Task: Take each line of the records below that contains the string "Keep" and copy it.

Data shown:

>>>>

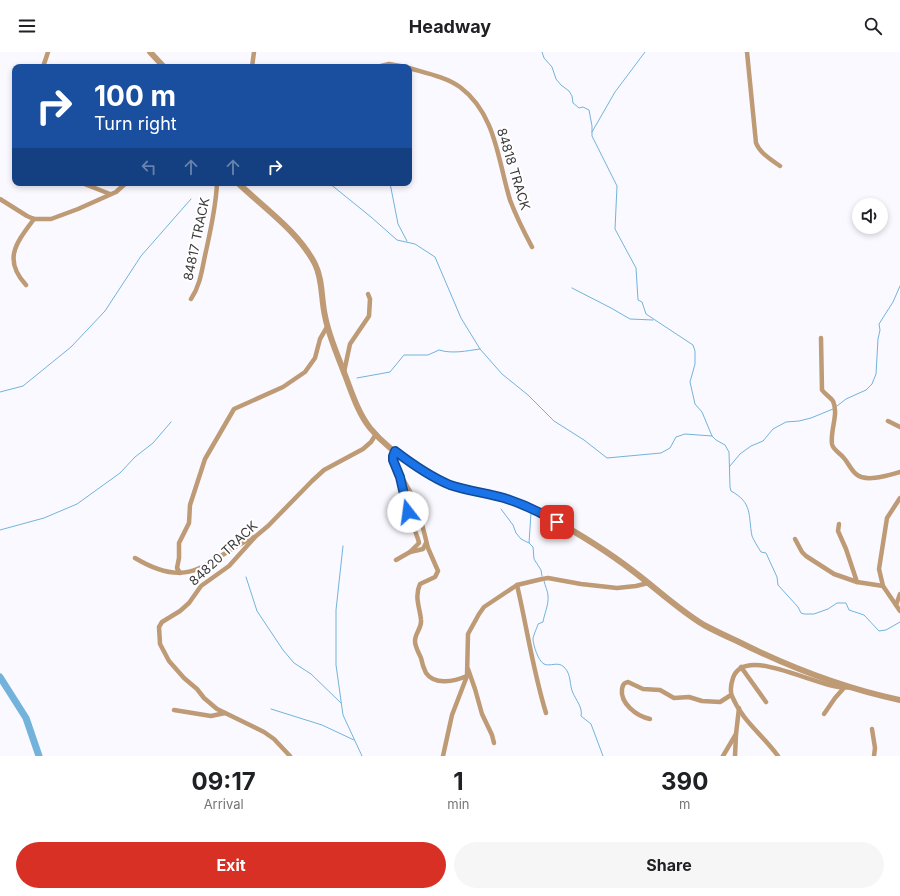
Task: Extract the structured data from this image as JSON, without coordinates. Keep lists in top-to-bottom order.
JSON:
{
  "streets": {
    "street": ["84818 TRACK", "84817 TRACK", "84820 TRACK"]
  },
  "page": {
    "header": "Headway",
    "turn": ["100 m", "Turn right"],
    "eta": [
      "09:17",
      "Arrival",
      "1",
      "min",
      "390",
      "m"
    ],
    "buttons": ["Exit", "Share"]
  }
}
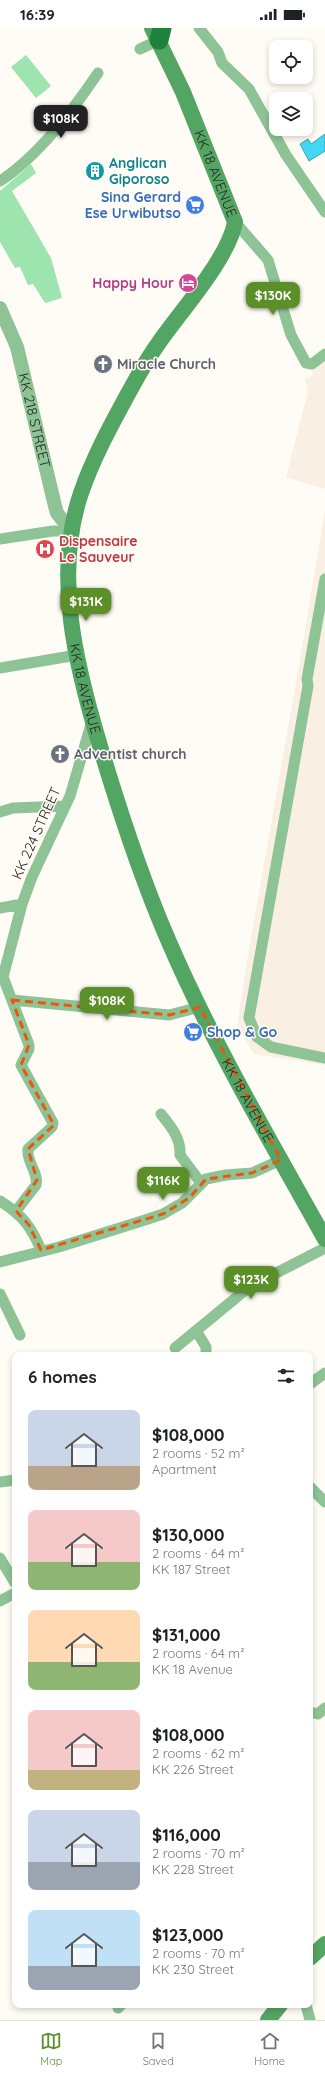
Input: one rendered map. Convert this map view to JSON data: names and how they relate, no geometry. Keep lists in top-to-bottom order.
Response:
{
  "streets": {
    "main road": ["KK 18 AVENUE"],
    "street": ["KK 218 STREET", "KK 224 STREET"]
  },
  "crossings": [
    ["KK 18 AVENUE", "KK 218 STREET"],
    ["KK 18 AVENUE", "KK 224 STREET"]
  ],
  "places": {
    "building": ["Anglican Giporoso"],
    "supermarket": ["Sina Gerard Ese Urwibutso", "Shop & Go"],
    "hotel": ["Happy Hour"],
    "church": ["Miracle Church", "Adventist church"],
    "hospital": ["Dispensaire Le Sauveur"]
  },
  "page": {
    "status": "16:39",
    "price": [
      "$108K",
      "$130K",
      "$131K",
      "$108K",
      "$116K",
      "$123K"
    ],
    "heading": "6 homes",
    "list": [
      {
        "name": "$108,000",
        "note": "2 rooms · 52 m² · Apartment"
      },
      {
        "name": "$130,000",
        "note": "2 rooms · 64 m² · KK 187 Street"
      },
      {
        "name": "$131,000",
        "note": "2 rooms · 64 m² · KK 18 Avenue"
      },
      {
        "name": "$108,000",
        "note": "2 rooms · 62 m² · KK 226 Street"
      },
      {
        "name": "$116,000",
        "note": "2 rooms · 70 m² · KK 228 Street"
      },
      {
        "name": "$123,000",
        "note": "2 rooms · 70 m² · KK 230 Street"
      }
    ],
    "tabs": ["Map", "Saved", "Home"]
  }
}
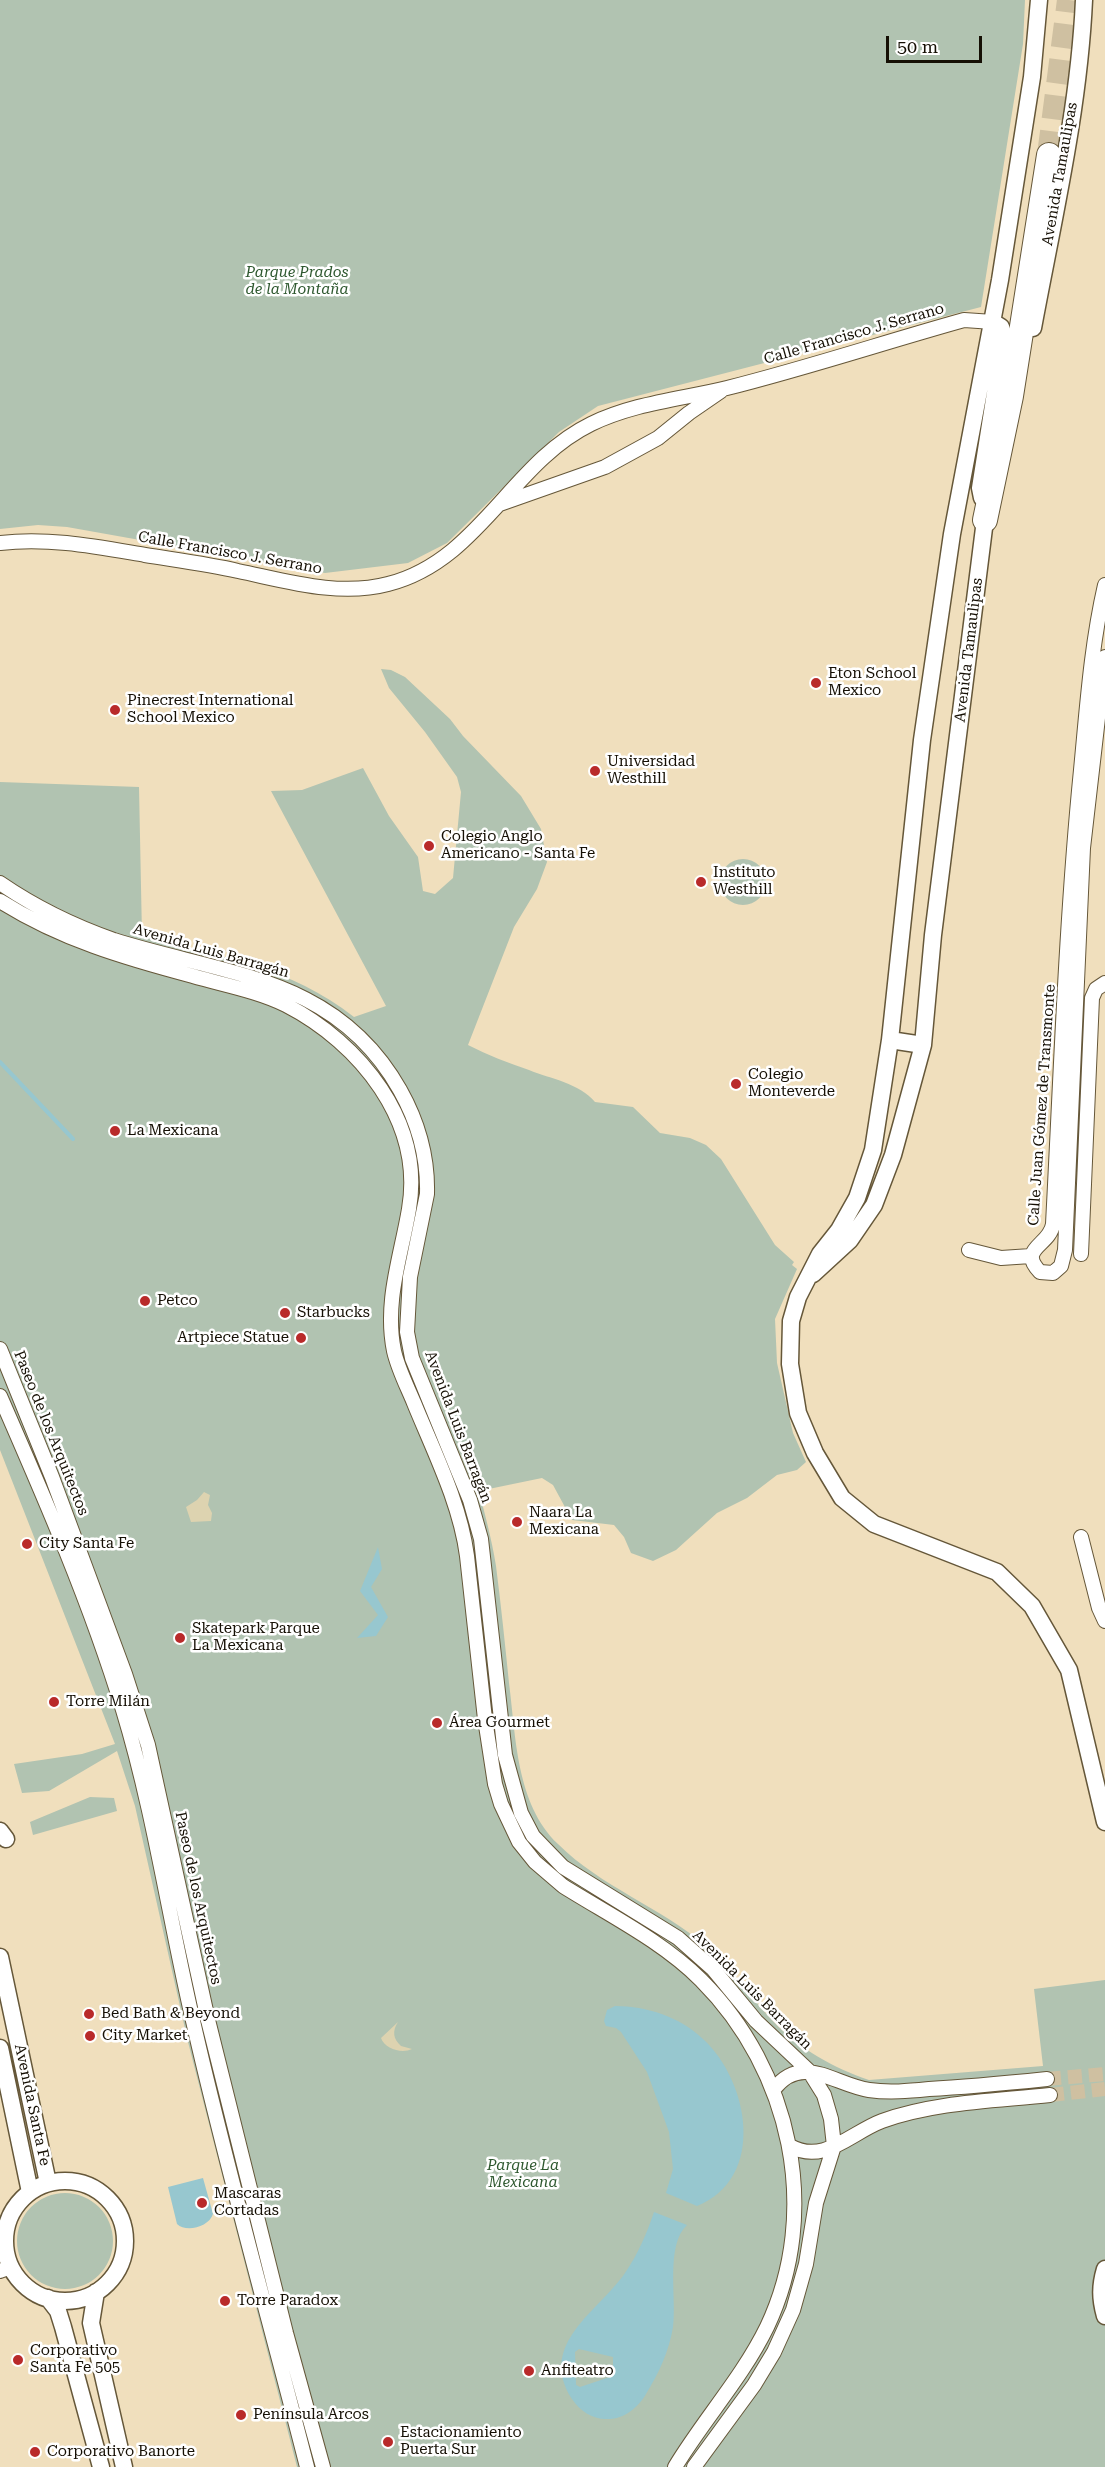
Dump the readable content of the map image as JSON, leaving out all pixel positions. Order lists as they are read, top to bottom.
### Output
{
  "streets": {
    "street": [
      "Avenida Tamaulipas",
      "Calle Francisco J. Serrano",
      "Avenida Luis Barragán",
      "Calle Juan Gómez de Transmonte",
      "Paseo de los Arquitectos",
      "Avenida Santa Fe"
    ]
  },
  "crossings": [
    ["Avenida Tamaulipas", "Calle Francisco J. Serrano"]
  ],
  "parks": ["Parque Prados de la Montaña", "Parque La Mexicana"],
  "places": [
    "Eton School Mexico",
    "Pinecrest International School Mexico",
    "Universidad Westhill",
    "Colegio Anglo Americano - Santa Fe",
    "Instituto Westhill",
    "Colegio Monteverde",
    "La Mexicana",
    "Petco",
    "Starbucks",
    "Artpiece Statue",
    "Naara La Mexicana",
    "City Santa Fe",
    "Skatepark Parque La Mexicana",
    "Torre Milán",
    "Área Gourmet",
    "Bed Bath & Beyond",
    "City Market",
    "Mascaras Cortadas",
    "Torre Paradox",
    "Corporativo Santa Fe 505",
    "Anfiteatro",
    "Península Arcos",
    "Estacionamiento Puerta Sur",
    "Corporativo Banorte"
  ],
  "scale_bar": "50 m"
}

<<<<

Task output:
Task: Extract the structured data from this image as JSON, without coordinates. Keep lists in top-to-bottom order.
Input: one rendered map. Convert this map view to JSON data: names and how they relate, no geometry. Keep lists in top-to-bottom order.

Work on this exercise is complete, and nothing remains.